▶ WORK REQUEST: If a line of the entries below includes the word "building", it counts; state the total and nothing further.

Data entries:
* * *
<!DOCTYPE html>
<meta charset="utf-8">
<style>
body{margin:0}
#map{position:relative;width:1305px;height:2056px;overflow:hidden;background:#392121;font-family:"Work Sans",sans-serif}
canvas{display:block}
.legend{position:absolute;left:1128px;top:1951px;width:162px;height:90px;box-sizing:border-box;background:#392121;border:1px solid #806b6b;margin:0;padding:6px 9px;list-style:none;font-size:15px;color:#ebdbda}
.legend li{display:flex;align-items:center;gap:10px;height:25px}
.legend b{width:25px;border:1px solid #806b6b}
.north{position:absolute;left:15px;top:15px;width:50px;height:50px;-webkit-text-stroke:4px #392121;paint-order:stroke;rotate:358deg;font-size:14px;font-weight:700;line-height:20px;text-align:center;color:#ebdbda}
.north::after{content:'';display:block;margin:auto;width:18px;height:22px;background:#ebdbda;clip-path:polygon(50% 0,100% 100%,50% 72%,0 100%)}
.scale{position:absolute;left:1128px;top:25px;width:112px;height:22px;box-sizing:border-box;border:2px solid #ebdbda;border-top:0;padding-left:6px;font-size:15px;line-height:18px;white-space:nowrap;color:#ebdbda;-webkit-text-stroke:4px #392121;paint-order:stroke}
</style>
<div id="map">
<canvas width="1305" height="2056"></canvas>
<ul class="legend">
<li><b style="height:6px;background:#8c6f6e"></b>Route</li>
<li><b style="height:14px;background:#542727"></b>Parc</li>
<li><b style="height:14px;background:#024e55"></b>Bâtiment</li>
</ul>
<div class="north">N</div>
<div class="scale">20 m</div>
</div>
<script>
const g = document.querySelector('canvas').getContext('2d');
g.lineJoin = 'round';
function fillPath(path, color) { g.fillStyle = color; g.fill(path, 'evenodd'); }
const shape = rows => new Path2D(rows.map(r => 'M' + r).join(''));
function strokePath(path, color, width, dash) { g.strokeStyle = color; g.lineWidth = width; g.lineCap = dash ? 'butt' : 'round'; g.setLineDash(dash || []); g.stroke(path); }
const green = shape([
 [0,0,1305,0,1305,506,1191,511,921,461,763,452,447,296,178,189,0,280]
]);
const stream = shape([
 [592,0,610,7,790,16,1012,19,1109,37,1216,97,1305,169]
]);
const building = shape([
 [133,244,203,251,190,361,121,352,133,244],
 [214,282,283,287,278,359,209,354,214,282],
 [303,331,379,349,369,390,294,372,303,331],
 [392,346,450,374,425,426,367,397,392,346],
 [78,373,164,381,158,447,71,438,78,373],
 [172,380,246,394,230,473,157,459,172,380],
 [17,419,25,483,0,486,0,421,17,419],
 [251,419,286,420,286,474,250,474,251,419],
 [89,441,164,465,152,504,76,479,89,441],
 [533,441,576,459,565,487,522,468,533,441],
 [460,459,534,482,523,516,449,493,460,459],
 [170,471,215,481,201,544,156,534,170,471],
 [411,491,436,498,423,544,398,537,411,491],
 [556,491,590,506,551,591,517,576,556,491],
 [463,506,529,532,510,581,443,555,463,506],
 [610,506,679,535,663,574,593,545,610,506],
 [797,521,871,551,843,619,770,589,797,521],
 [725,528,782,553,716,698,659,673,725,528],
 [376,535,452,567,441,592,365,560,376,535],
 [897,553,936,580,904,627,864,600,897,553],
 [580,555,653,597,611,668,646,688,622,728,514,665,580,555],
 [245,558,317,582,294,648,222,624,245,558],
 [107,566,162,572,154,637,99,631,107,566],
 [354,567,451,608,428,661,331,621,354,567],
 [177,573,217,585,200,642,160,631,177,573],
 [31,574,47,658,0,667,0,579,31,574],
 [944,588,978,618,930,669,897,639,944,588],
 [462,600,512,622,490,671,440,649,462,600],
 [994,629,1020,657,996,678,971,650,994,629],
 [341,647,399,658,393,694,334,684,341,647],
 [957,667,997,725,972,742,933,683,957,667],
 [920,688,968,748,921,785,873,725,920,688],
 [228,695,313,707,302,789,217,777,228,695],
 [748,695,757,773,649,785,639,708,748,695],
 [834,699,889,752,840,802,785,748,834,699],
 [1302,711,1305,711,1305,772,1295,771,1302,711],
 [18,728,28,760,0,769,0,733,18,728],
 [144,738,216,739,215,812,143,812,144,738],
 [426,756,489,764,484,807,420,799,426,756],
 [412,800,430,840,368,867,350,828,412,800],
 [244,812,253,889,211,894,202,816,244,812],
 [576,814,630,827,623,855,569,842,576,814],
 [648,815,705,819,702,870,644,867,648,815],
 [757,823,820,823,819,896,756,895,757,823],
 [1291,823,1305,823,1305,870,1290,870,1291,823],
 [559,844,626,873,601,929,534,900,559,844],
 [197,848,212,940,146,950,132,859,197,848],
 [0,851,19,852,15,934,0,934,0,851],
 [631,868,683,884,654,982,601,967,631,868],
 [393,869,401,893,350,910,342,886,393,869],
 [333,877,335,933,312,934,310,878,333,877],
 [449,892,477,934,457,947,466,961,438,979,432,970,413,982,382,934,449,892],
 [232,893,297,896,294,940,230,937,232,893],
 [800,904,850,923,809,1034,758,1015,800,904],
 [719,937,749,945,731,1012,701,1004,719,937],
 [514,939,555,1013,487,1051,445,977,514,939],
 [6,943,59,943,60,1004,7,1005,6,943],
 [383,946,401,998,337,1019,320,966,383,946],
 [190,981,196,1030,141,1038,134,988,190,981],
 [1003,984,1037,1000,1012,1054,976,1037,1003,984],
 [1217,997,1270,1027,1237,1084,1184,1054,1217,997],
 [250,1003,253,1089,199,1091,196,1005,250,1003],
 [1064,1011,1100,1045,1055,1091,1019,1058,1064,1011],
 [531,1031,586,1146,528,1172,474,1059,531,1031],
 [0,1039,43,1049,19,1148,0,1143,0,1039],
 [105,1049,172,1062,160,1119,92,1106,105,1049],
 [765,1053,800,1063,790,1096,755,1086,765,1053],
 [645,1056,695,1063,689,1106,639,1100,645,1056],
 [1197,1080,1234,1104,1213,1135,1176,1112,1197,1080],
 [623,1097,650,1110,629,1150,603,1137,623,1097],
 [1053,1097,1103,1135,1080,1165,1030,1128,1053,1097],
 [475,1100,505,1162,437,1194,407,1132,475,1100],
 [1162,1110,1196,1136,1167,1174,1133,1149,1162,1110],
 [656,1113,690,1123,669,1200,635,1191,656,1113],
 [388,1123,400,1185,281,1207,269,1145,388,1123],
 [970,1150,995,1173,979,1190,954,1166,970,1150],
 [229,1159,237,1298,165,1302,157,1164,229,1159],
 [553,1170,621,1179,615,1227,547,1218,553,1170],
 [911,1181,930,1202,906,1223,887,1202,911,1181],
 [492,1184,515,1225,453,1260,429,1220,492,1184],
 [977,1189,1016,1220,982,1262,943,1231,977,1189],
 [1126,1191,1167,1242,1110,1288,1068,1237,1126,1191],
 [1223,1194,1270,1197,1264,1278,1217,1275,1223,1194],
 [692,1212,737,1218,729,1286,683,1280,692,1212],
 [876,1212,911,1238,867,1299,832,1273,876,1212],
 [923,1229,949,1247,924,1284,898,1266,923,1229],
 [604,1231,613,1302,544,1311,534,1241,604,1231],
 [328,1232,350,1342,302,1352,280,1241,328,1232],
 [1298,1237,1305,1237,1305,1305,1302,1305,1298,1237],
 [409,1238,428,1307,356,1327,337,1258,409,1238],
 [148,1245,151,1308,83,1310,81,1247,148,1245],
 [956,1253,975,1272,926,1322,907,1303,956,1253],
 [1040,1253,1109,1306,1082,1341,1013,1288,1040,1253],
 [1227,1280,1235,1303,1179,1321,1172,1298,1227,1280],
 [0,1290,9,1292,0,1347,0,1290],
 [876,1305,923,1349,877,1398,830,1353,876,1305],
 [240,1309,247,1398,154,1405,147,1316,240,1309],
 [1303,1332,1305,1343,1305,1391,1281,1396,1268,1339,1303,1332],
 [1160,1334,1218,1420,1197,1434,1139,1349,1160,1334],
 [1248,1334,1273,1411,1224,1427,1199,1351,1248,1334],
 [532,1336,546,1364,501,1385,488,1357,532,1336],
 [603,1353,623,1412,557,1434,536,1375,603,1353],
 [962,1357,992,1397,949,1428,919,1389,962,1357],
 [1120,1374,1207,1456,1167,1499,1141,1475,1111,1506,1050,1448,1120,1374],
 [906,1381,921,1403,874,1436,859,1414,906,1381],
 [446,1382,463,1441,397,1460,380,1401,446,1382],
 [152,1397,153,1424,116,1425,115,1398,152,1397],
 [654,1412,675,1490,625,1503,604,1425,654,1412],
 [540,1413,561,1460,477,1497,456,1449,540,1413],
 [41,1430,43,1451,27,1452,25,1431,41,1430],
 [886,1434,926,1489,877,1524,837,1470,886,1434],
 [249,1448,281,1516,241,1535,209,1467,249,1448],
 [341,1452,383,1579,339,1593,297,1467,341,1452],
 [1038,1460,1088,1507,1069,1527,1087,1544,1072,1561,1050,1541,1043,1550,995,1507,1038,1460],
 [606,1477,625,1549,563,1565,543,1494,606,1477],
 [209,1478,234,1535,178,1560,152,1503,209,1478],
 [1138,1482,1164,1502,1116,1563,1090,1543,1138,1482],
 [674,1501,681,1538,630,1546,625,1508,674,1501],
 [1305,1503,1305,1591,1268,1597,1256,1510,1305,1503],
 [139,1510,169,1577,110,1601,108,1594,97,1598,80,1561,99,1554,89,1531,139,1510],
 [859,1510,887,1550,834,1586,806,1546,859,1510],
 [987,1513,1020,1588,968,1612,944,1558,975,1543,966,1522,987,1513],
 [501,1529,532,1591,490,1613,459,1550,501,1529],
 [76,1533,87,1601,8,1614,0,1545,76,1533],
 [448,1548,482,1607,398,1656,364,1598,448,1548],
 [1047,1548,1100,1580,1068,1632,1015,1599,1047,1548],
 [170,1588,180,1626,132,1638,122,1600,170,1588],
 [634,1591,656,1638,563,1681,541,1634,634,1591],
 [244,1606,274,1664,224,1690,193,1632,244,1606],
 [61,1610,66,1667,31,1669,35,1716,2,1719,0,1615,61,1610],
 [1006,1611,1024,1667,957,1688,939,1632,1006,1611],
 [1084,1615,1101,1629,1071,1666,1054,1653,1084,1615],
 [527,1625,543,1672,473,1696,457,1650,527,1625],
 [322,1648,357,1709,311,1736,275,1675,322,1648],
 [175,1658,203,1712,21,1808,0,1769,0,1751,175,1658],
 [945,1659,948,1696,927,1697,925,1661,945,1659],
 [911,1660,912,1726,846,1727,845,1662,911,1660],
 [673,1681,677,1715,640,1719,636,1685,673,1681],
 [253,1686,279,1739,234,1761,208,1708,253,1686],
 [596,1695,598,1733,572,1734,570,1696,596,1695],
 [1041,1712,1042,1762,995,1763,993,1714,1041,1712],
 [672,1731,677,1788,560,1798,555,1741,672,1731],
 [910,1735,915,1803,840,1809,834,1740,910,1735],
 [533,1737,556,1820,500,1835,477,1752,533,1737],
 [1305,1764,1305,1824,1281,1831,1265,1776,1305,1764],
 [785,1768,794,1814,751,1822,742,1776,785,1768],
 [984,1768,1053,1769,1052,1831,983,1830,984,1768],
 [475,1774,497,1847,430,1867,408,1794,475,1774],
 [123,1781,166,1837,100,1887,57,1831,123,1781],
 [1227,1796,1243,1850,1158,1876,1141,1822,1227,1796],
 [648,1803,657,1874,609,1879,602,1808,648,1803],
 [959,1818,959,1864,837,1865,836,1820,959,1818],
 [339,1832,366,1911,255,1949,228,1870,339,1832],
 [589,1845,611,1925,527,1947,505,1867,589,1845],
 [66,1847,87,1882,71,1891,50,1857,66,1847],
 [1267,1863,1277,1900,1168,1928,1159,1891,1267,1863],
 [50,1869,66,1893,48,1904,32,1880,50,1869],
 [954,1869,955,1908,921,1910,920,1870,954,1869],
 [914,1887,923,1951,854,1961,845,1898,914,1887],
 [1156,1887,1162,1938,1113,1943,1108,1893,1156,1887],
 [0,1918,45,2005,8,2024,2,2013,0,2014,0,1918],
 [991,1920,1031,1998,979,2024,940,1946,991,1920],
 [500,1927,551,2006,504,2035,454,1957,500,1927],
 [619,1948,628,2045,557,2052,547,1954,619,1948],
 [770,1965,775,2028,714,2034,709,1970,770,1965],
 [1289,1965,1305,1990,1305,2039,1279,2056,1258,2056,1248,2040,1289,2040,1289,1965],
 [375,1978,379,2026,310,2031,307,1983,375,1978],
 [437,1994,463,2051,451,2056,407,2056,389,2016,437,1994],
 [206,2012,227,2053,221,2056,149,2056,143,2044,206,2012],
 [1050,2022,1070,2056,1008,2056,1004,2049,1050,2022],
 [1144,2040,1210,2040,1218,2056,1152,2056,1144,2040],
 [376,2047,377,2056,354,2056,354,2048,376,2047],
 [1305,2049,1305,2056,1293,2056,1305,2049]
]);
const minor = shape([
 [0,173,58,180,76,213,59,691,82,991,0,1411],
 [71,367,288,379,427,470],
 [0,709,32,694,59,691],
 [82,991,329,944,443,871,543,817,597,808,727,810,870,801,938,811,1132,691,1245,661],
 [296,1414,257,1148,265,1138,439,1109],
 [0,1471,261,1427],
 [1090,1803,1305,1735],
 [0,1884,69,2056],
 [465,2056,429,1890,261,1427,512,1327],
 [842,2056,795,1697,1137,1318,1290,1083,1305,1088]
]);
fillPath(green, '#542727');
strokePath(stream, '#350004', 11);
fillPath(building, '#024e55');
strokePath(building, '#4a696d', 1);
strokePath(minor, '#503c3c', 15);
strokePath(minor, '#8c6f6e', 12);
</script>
* * *
▶ EXERCISE RESPONSE: 3